> Exercise prompt
From the entries, copy out every line in which the word "river" is found.
** Opening Input for this task block **
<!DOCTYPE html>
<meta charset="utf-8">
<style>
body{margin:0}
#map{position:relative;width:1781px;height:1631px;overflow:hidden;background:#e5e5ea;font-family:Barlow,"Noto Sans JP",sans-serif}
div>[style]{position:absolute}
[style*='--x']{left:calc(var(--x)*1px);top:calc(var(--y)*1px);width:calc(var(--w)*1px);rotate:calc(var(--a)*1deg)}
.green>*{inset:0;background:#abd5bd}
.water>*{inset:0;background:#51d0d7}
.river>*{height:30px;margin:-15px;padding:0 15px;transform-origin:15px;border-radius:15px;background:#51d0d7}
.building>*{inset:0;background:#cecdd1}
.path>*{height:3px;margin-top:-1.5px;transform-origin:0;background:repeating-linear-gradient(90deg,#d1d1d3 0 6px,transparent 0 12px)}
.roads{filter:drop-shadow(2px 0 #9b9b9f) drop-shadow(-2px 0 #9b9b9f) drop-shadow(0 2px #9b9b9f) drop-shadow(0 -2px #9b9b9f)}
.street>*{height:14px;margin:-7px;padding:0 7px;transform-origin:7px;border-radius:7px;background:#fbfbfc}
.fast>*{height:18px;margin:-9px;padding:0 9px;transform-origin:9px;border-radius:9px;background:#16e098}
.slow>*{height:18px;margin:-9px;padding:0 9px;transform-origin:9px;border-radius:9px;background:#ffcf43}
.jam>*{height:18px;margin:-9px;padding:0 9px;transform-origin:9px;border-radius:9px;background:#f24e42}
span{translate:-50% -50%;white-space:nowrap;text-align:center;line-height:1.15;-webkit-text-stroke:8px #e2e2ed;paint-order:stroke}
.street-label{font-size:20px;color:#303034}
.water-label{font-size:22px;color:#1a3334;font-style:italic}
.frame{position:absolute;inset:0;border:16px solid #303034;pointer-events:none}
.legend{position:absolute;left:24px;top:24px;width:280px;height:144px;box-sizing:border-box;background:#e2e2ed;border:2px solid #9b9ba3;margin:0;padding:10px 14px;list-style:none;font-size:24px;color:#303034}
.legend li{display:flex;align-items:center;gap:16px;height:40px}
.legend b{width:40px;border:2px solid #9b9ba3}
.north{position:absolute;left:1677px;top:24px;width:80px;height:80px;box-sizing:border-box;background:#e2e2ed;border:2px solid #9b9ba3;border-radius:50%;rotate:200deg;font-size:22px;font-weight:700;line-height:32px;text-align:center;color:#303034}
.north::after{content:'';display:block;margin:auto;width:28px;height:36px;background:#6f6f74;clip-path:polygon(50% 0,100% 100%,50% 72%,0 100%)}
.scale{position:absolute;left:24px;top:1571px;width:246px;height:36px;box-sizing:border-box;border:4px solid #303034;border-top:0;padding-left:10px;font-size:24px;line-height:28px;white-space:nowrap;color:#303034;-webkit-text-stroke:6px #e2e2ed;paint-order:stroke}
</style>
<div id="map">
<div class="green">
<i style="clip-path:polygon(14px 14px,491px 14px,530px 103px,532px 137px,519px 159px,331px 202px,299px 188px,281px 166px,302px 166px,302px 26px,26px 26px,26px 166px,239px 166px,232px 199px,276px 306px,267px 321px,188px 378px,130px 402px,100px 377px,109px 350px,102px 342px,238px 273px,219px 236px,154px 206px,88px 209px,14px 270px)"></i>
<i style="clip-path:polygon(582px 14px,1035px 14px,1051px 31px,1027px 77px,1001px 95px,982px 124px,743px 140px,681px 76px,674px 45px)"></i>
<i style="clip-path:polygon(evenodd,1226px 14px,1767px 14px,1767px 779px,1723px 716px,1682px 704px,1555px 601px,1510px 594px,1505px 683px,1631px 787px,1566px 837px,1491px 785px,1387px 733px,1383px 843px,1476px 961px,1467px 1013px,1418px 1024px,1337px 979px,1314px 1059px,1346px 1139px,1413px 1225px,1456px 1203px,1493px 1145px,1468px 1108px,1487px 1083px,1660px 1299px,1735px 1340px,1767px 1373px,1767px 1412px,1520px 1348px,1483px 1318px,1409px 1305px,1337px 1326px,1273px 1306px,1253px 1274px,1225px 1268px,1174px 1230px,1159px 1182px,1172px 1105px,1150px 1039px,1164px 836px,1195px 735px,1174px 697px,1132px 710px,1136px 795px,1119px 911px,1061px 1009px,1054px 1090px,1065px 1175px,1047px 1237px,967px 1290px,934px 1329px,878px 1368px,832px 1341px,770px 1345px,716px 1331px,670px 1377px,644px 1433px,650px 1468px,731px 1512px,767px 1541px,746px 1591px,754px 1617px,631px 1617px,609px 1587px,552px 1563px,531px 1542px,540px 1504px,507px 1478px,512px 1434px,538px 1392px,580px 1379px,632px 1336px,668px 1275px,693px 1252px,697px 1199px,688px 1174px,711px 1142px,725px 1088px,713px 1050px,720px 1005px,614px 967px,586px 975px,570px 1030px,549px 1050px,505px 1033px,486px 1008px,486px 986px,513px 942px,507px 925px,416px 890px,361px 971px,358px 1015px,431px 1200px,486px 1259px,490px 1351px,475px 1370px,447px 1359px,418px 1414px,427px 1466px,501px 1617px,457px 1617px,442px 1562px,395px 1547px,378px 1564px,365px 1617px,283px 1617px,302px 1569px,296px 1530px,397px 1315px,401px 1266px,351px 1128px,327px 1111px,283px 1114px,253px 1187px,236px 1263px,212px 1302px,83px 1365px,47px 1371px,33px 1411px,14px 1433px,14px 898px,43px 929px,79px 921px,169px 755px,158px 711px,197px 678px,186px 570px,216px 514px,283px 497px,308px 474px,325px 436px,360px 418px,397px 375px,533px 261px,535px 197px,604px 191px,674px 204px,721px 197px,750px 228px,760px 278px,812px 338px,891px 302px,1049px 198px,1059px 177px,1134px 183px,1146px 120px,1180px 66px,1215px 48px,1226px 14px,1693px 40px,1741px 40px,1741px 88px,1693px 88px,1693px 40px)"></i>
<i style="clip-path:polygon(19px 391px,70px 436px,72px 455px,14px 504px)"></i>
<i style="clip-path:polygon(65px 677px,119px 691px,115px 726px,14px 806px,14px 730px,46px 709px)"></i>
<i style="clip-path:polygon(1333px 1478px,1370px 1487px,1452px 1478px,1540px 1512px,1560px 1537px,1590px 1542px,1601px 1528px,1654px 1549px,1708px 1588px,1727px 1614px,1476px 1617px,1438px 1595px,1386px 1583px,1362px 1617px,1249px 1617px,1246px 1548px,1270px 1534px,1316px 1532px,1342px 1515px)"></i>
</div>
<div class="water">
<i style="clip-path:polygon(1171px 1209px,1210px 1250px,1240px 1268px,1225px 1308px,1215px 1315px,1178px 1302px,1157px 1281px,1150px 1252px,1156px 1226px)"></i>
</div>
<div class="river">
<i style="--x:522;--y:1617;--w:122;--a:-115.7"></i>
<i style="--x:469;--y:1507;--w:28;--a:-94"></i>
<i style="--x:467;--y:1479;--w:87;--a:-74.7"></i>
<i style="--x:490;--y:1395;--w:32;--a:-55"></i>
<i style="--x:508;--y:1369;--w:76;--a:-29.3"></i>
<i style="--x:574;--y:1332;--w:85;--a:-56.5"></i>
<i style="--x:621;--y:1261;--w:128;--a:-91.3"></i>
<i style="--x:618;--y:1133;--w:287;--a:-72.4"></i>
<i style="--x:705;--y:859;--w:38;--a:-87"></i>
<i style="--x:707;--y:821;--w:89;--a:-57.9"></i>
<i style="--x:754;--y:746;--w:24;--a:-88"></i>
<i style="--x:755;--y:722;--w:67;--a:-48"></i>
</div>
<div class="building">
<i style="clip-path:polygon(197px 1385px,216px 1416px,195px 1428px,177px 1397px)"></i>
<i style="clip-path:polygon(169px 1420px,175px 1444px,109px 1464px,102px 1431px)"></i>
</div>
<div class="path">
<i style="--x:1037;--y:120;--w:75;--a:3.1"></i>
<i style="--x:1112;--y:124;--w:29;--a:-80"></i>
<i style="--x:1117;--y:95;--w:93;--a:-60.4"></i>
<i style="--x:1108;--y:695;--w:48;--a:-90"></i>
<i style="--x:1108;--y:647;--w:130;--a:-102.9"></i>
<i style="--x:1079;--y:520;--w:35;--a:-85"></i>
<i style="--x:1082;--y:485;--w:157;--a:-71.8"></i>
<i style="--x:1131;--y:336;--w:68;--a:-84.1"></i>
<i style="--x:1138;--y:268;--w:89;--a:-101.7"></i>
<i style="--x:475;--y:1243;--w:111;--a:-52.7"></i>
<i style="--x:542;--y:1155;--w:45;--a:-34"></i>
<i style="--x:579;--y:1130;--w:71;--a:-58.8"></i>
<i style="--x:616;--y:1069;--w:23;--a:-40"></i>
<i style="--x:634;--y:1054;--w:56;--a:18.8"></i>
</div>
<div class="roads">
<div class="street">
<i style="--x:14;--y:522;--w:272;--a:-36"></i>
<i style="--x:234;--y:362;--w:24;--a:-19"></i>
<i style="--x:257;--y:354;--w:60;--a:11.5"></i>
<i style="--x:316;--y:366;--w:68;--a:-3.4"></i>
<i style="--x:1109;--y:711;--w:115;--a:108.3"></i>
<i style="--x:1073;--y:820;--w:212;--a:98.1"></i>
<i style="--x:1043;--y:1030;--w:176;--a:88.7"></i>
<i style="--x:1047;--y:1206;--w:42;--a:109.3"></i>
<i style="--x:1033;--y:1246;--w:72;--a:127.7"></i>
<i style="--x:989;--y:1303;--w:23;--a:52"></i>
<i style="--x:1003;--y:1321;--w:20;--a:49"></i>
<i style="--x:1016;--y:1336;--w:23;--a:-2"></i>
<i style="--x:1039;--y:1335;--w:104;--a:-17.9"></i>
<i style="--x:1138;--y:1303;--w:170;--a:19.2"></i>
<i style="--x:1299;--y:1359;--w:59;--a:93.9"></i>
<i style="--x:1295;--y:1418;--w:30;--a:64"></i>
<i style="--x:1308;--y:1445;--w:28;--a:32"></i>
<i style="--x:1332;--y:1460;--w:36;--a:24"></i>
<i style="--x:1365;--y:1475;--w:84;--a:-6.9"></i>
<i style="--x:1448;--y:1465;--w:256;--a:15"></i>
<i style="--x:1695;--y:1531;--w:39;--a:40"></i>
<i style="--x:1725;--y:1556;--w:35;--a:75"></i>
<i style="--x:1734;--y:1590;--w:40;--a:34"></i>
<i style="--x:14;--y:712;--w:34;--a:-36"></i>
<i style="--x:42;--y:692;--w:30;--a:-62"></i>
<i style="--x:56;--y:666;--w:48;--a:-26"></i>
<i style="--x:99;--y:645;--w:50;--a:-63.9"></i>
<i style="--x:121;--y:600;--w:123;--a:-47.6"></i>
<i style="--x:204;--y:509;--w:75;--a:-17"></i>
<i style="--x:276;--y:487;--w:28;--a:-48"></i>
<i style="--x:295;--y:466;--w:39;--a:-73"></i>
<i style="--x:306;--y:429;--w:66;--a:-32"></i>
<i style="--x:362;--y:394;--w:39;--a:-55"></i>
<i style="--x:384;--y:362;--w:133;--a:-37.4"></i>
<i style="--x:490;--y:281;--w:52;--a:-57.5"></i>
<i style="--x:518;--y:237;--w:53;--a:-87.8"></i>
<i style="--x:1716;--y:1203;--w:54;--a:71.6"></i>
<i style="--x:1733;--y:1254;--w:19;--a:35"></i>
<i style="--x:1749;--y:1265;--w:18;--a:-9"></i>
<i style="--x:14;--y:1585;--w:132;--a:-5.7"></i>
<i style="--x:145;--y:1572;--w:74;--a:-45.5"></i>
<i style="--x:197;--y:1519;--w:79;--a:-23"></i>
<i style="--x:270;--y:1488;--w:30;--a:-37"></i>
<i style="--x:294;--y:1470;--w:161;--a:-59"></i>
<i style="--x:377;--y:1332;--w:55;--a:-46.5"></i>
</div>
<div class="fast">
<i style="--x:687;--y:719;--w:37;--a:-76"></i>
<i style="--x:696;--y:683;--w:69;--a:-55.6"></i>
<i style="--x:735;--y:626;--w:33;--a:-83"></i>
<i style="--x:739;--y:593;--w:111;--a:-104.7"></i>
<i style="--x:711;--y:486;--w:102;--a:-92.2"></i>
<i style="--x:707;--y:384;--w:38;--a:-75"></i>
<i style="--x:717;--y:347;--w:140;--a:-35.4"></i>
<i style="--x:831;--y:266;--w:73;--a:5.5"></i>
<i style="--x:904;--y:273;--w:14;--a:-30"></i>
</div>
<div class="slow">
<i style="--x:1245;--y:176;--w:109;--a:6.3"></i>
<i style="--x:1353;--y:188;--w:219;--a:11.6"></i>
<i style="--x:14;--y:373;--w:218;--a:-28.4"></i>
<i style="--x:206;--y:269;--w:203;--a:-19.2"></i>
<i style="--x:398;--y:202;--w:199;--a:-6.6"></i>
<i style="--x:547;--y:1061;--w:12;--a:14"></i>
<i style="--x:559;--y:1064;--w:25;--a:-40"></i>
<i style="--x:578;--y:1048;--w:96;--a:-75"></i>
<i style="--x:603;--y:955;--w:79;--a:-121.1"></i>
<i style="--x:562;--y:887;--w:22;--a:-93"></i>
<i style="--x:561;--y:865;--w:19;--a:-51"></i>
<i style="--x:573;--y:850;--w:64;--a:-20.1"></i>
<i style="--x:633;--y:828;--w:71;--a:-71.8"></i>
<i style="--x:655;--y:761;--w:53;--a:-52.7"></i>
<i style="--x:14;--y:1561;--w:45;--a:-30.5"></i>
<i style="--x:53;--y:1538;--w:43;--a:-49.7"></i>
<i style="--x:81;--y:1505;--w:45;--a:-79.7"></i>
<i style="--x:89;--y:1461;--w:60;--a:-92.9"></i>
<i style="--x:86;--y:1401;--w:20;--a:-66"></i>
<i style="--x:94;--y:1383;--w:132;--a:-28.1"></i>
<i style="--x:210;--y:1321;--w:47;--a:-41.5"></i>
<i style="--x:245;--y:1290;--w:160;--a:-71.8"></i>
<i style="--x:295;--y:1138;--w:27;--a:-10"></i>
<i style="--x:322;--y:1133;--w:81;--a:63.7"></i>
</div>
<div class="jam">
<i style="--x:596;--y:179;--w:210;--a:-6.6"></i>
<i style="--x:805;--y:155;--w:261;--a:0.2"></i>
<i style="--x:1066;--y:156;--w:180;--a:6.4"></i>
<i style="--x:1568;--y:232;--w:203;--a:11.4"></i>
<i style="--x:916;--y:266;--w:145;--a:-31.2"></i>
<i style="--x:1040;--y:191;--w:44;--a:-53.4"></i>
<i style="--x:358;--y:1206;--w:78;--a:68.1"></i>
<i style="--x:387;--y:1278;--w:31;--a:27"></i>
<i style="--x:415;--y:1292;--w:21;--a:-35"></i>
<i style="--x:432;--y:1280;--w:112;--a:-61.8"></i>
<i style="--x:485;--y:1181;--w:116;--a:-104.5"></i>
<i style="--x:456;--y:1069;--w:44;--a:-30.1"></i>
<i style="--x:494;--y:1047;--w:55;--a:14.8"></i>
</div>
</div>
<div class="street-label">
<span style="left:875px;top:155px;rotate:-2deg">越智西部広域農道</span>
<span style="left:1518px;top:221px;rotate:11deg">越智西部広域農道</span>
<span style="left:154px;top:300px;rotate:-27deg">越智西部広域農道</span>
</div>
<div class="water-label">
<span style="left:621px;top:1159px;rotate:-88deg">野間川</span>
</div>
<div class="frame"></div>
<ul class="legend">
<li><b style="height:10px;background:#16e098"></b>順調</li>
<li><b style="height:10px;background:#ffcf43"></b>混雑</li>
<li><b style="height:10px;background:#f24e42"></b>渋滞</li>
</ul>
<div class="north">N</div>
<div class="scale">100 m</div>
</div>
** Closing Input for this task block **
> Answer area
.river>*{height:30px;margin:-15px;padding:0 15px;transform-origin:15px;border-radius:15px;background:#51d0d7}
<div class="river">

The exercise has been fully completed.